WORK REQUEST –
Beneath this line is the data. Output exactly the lines from the line with "62px,1643px 182px,1579px 206px,1500px" to the line with "225px,1643px 544px,1421px 425px,1502px", both ends included, and nothing more.

RECORDS FOR THIS EXERCISE –
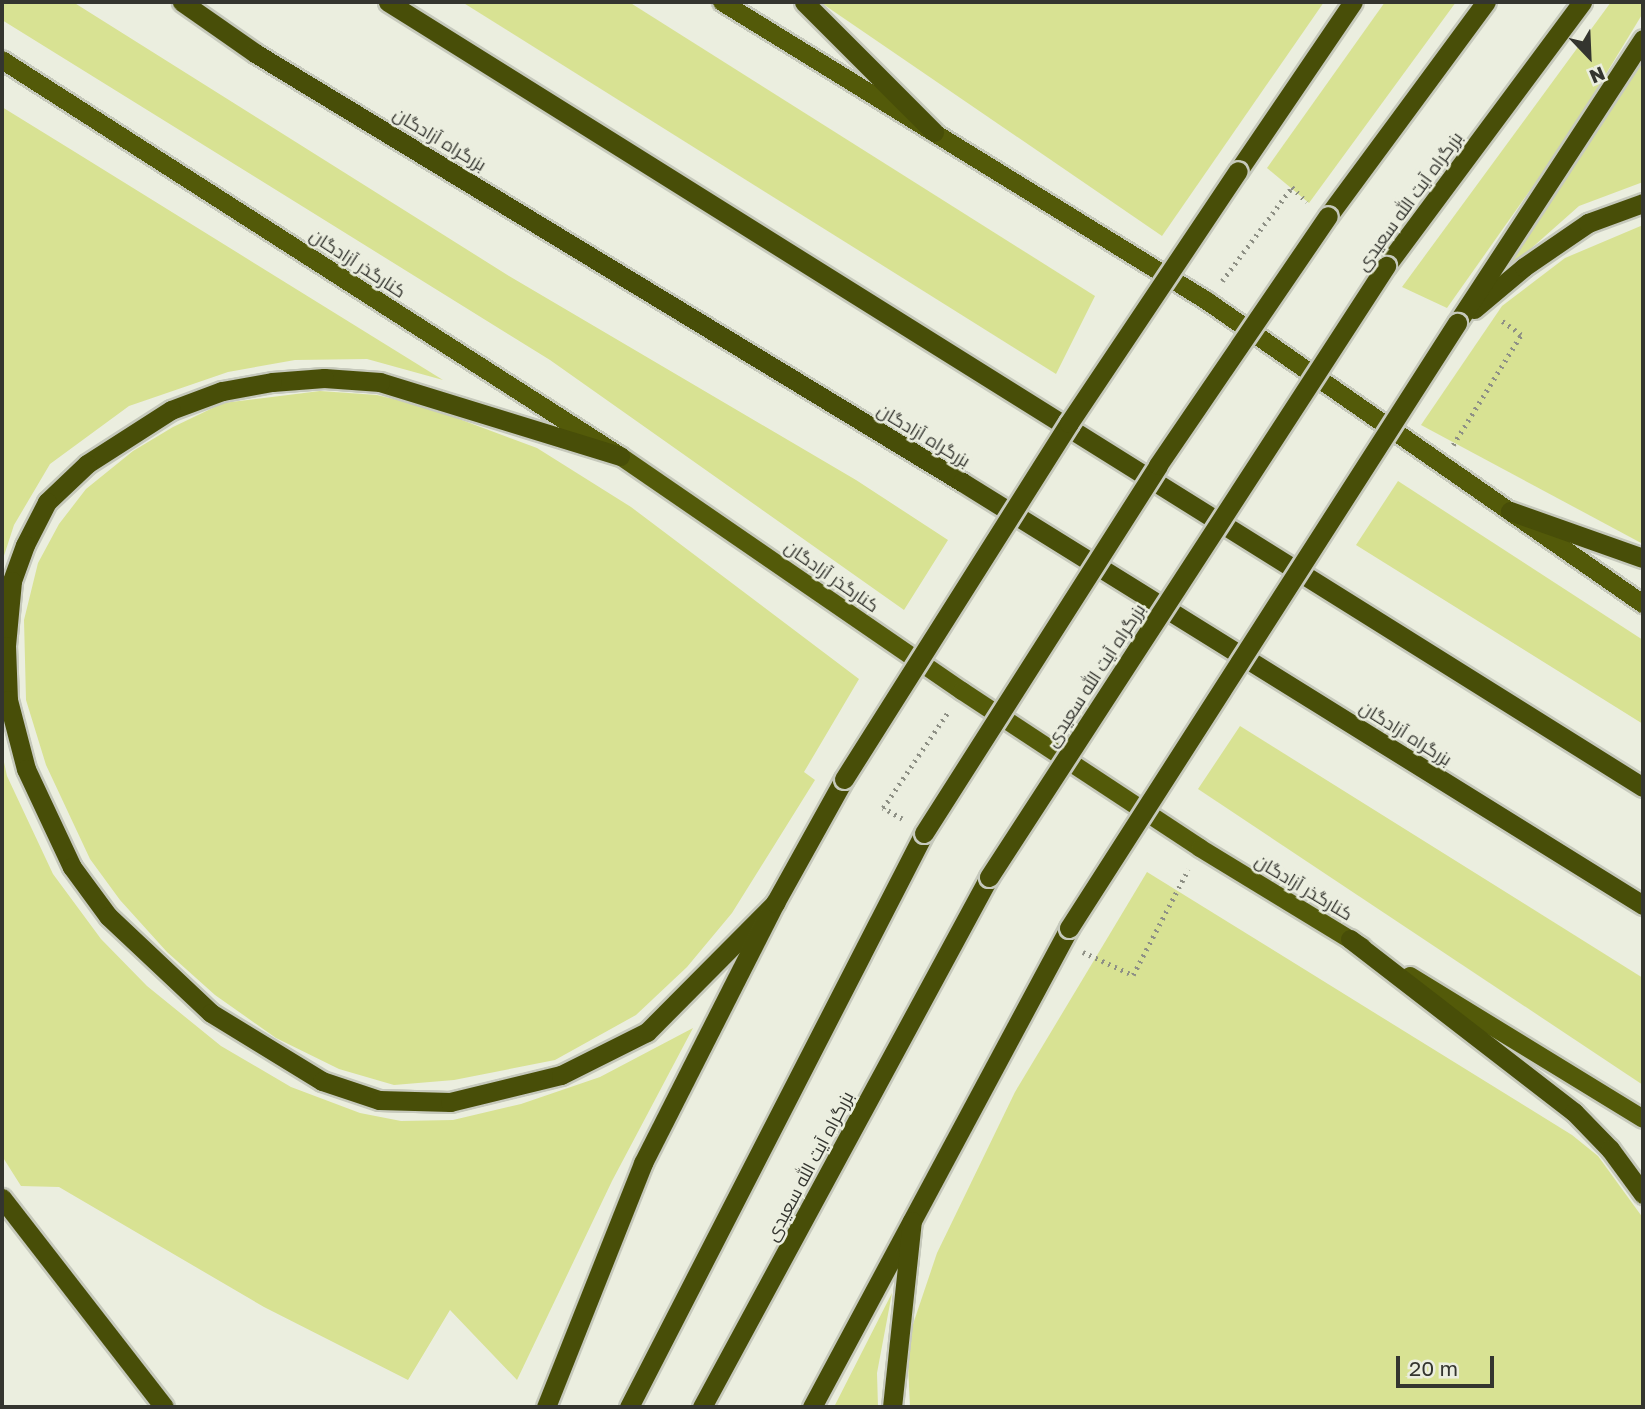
<!DOCTYPE html>
<html>
<head>
<meta charset="utf-8">
<style>
  body { margin:0 }
  #map { position:relative; width:1645px; height:1409px; overflow:hidden; background:#ebeedf; font-family:"Golos Text",Cairo,sans-serif }
  div>[style] { position:absolute }
  [style*='--x'] { left:calc(var(--x)*1px); top:calc(var(--y)*1px); width:calc(var(--w)*1px); rotate:calc(var(--a)*1deg) }
  .green>* { inset:0; background:#d8e293 }
  .path>* { height:4.5px; margin-top:-2.25px; transform-origin:0; background:repeating-linear-gradient(90deg,#8e9085 0 2px,transparent 0 7px) }
  .roads { filter:drop-shadow(2px 0 #c6c9bc) drop-shadow(-2px 0 #c6c9bc) drop-shadow(0 2px #c6c9bc) drop-shadow(0 -2px #c6c9bc) }
  .primary>* { height:18px; margin:-9px; padding:0 9px; transform-origin:9px; border-radius:9px; background:#535a09 }
  .trunk>* { height:19px; margin:-9.5px; padding:0 9.5px; transform-origin:9.5px; border-radius:9.5px; background:#484e08 }
  .bridges { filter:drop-shadow(2px 0 #c6c9bc) drop-shadow(-2px 0 #c6c9bc) drop-shadow(0 2px #c6c9bc) drop-shadow(0 -2px #c6c9bc) }
  .trunk-bridge>* { height:19px; margin:-9.5px; padding:0 9.5px; transform-origin:9.5px; border-radius:9.5px; background:#484e08 }
  span { translate:-50% -50%; white-space:nowrap; text-align:center; line-height:1.15; -webkit-text-stroke:5px #ebeedf; paint-order:stroke }
  .street-label { font-size:18px; color:#34352f }
  .frame { position:absolute; inset:0; border:4px solid #34352f; pointer-events:none }
  .north { position:absolute; left:1554px; top:21px; width:70px; height:70px; -webkit-text-stroke:5px #ebeedf; paint-order:stroke; rotate:157deg; font-size:19px; font-weight:700; line-height:28px; text-align:center; color:#34352f }
  .north::after { content:''; display:block; margin:auto; width:24px; height:32px; background:#34352f; clip-path:polygon(50% 0,100% 100%,50% 72%,0 100%) }
  .scale { position:absolute; left:1396px; top:1356px; width:98px; height:32px; box-sizing:border-box; border:4px solid #34352f; border-top:0; padding-left:9px; font-size:21px; line-height:24px; white-space:nowrap; color:#34352f; -webkit-text-stroke:5px #ebeedf; paint-order:stroke }
</style>
</head>
<body>
<div id="map">
  <div class="green">
    <div style="clip-path:polygon(2px 2px,73px 2px,509px 276px,856px 480px,948px 540px,904px 610px,550px 360px,2px 20px)"></div>
    <div style="clip-path:polygon(462px 2px,629px 2px,1095px 296px,1056px 374px)"></div>
    <div style="clip-path:polygon(820px 2px,1324px 2px,1162px 236px)"></div>
    <div style="clip-path:polygon(1385px 2px,1456px 2px,1309px 203px,1267px 168px)"></div>
    <div style="clip-path:polygon(1611px 2px,1643px 2px,1643px 13px,1567px 138px,1447px 308px,1402px 287px)"></div>
    <div style="clip-path:polygon(1643px 62px,1643px 182px,1579px 206px,1500px 276px)"></div>
    <div style="clip-path:polygon(2px 107px,75px 152px,443px 380px,367px 359px,295px 360px,228px 372px,129px 406px,50px 464px,14px 525px,2px 562px)"></div>
    <div style="clip-path:polygon(1643px 225px,1643px 544px,1421px 425px,1502px 306px,1565px 258px)"></div>
    <div style="clip-path:polygon(320px 391px,377px 395px,427px 407px,537px 448px,631px 507px,859px 679px,804px 772px,815px 780px,732px 913px,687px 967px,636px 1015px,555px 1060px,454px 1080px,394px 1085px,339px 1069px,276px 1038px,215px 995px,167px 952px,120px 900px,90px 859px,46px 765px,26px 700px,24px 620px,38px 563px,59px 524px,86px 489px,133px 451px,173px 427px,223px 403px)"></div>
    <div style="clip-path:polygon(1398px 481px,1643px 640px,1643px 724px,1356px 545px)"></div>
    <div style="clip-path:polygon(1240px 726px,1643px 978px,1643px 1085px,1198px 789px)"></div>
    <div style="clip-path:polygon(2px 753px,7px 776px,53px 874px,101px 939px,147px 986px,221px 1046px,291px 1087px,360px 1113px,401px 1121px,453px 1120px,521px 1104px,600px 1077px,693px 1028px,612px 1181px,517px 1380px,450px 1310px,408px 1380px,264px 1307px,59px 1187px,21px 1186px,2px 1156px)"></div>
    <div style="clip-path:polygon(1147px 872px,1572px 1135px,1598px 1156px,1643px 1218px,1643px 1407px,910px 1407px,907px 1342px,937px 1253px,1015px 1092px)"></div>
    <div style="clip-path:polygon(892px 1293px,877px 1373px,878px 1407px,834px 1407px)"></div>
  </div>
  <div class="path">
    <div style="--x:1222;--y:281;--w:117;--a:-53.3"></div>
    <div style="--x:1292;--y:187;--w:21;--a:45"></div>
    <div style="--x:1453;--y:445;--w:129;--a:-58.3"></div>
    <div style="--x:1521;--y:335;--w:27;--a:-144"></div>
    <div style="--x:902;--y:819;--w:22;--a:-150"></div>
    <div style="--x:883;--y:808;--w:116;--a:-55.9"></div>
    <div style="--x:1083;--y:952;--w:55;--a:24.7"></div>
    <div style="--x:1133;--y:975;--w:119;--a:-62.4"></div>
  </div>
  <div class="roads">
    <div class="primary">
      <div style="--x:722;--y:2;--w:570;--a:31.65"></div>
      <div style="--x:1207;--y:301;--w:531;--a:34.8"></div>
      <div style="--x:2;--y:60;--w:734;--a:32.65"></div>
      <div style="--x:620;--y:456;--w:415;--a:34.5"></div>
      <div style="--x:962;--y:691;--w:285;--a:33.4"></div>
      <div style="--x:1200;--y:848;--w:190;--a:31.4"></div>
      <div style="--x:1410;--y:976;--w:273;--a:31.5"></div>
    </div>
    <div class="trunk">
      <div style="--x:182;--y:2;--w:89;--a:34.9"></div>
      <div style="--x:255;--y:53;--w:827;--a:31.25"></div>
      <div style="--x:962;--y:482;--w:802;--a:31.85"></div>
      <div style="--x:388;--y:2;--w:1480;--a:32.03"></div>
      <div style="--x:804;--y:2;--w:184;--a:45"></div>
      <div style="--x:1238;--y:171;--w:204;--a:-55.8"></div>
      <div style="--x:1328;--y:216;--w:266;--a:-53.6"></div>
      <div style="--x:1386;--y:266;--w:329;--a:-53.4"></div>
      <div style="--x:1474;--y:309;--w:65;--a:-40"></div>
      <div style="--x:1524;--y:267;--w:78;--a:-34.5"></div>
      <div style="--x:1588;--y:223;--w:59;--a:-20"></div>
      <div style="--x:1457;--y:323;--w:339;--a:-56.8"></div>
      <div style="--x:620;--y:456;--w:251;--a:-162.9"></div>
      <div style="--x:380;--y:382;--w:56;--a:-175.9"></div>
      <div style="--x:324;--y:378;--w:52;--a:175.6"></div>
      <div style="--x:272;--y:382;--w:51;--a:169.8"></div>
      <div style="--x:222;--y:391;--w:54;--a:159.6"></div>
      <div style="--x:171;--y:410;--w:100;--a:147.3"></div>
      <div style="--x:87;--y:464;--w:55;--a:136.5"></div>
      <div style="--x:47;--y:502;--w:48;--a:117.1"></div>
      <div style="--x:25;--y:545;--w:38;--a:110"></div>
      <div style="--x:12;--y:581;--w:65;--a:95.3"></div>
      <div style="--x:6;--y:646;--w:54;--a:87.9"></div>
      <div style="--x:8;--y:700;--w:71;--a:75.4"></div>
      <div style="--x:26;--y:769;--w:108;--a:64.9"></div>
      <div style="--x:72;--y:867;--w:61;--a:53.7"></div>
      <div style="--x:108;--y:916;--w:141;--a:43.3"></div>
      <div style="--x:211;--y:1013;--w:130;--a:31.5"></div>
      <div style="--x:322;--y:1081;--w:60;--a:18.4"></div>
      <div style="--x:379;--y:1100;--w:71;--a:1.6"></div>
      <div style="--x:450;--y:1102;--w:114;--a:-13.7"></div>
      <div style="--x:561;--y:1075;--w:96;--a:-26.6"></div>
      <div style="--x:647;--y:1032;--w:182;--a:-45.2"></div>
      <div style="--x:1510;--y:511;--w:141;--a:19.5"></div>
      <div style="--x:1350;--y:939;--w:283;--a:37.7"></div>
      <div style="--x:1574;--y:1112;--w:52;--a:45.8"></div>
      <div style="--x:1610;--y:1149;--w:56;--a:53.7"></div>
      <div style="--x:2;--y:1198;--w:264;--a:52.2"></div>
      <div style="--x:546;--y:1407;--w:263;--a:-68.3"></div>
      <div style="--x:643;--y:1163;--w:292;--a:-63.1"></div>
      <div style="--x:775;--y:903;--w:142;--a:-60.9"></div>
      <div style="--x:629;--y:1407;--w:645;--a:-62.8"></div>
      <div style="--x:702;--y:1407;--w:603;--a:-61.56"></div>
      <div style="--x:812;--y:1407;--w:544;--a:-61.78"></div>
      <div style="--x:892;--y:1407;--w:187;--a:-83.9"></div>
    </div>
  </div>
  <div class="bridges">
    <div class="trunk-bridge">
      <div style="--x:844;--y:779;--w:421;--a:-57.7"></div>
      <div style="--x:1069;--y:423;--w:303;--a:-56.2"></div>
      <div style="--x:924;--y:833;--w:436;--a:-57.5"></div>
      <div style="--x:1158;--y:465;--w:301;--a:-55.7"></div>
      <div style="--x:989;--y:877;--w:729;--a:-56.99"></div>
      <div style="--x:1069;--y:928;--w:719;--a:-57.33"></div>
    </div>
  </div>
  <div class="street-label">
    <span style="left:440px;top:139px;rotate:31deg">بزرگراه آزادگان</span>
    <span style="left:1409px;top:201px;rotate:-54deg">بزرگراه آیت الله سعیدی</span>
    <span style="left:358px;top:263px;rotate:33deg">کنارگذر آزادگان</span>
    <span style="left:924px;top:435px;rotate:31deg">بزرگراه آزادگان</span>
    <span style="left:832px;top:576px;rotate:35deg">کنارگذر آزادگان</span>
    <span style="left:1095px;top:675px;rotate:-57deg">بزرگراه آیت الله سعیدی</span>
    <span style="left:1406px;top:733px;rotate:32deg">بزرگراه آزادگان</span>
    <span style="left:1304px;top:887px;rotate:31deg">کنارگذر آزادگان</span>
    <span style="left:809px;top:1166px;rotate:-62deg">بزرگراه آیت الله سعیدی</span>
  </div>
  <div class="frame"></div>
  <div class="north">N</div>
  <div class="scale">20 m</div>
</div>
</body>
</html>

SOLUTION TO THIS TASK –
    <div style="clip-path:polygon(1643px 62px,1643px 182px,1579px 206px,1500px 276px)"></div>
    <div style="clip-path:polygon(2px 107px,75px 152px,443px 380px,367px 359px,295px 360px,228px 372px,129px 406px,50px 464px,14px 525px,2px 562px)"></div>
    <div style="clip-path:polygon(1643px 225px,1643px 544px,1421px 425px,1502px 306px,1565px 258px)"></div>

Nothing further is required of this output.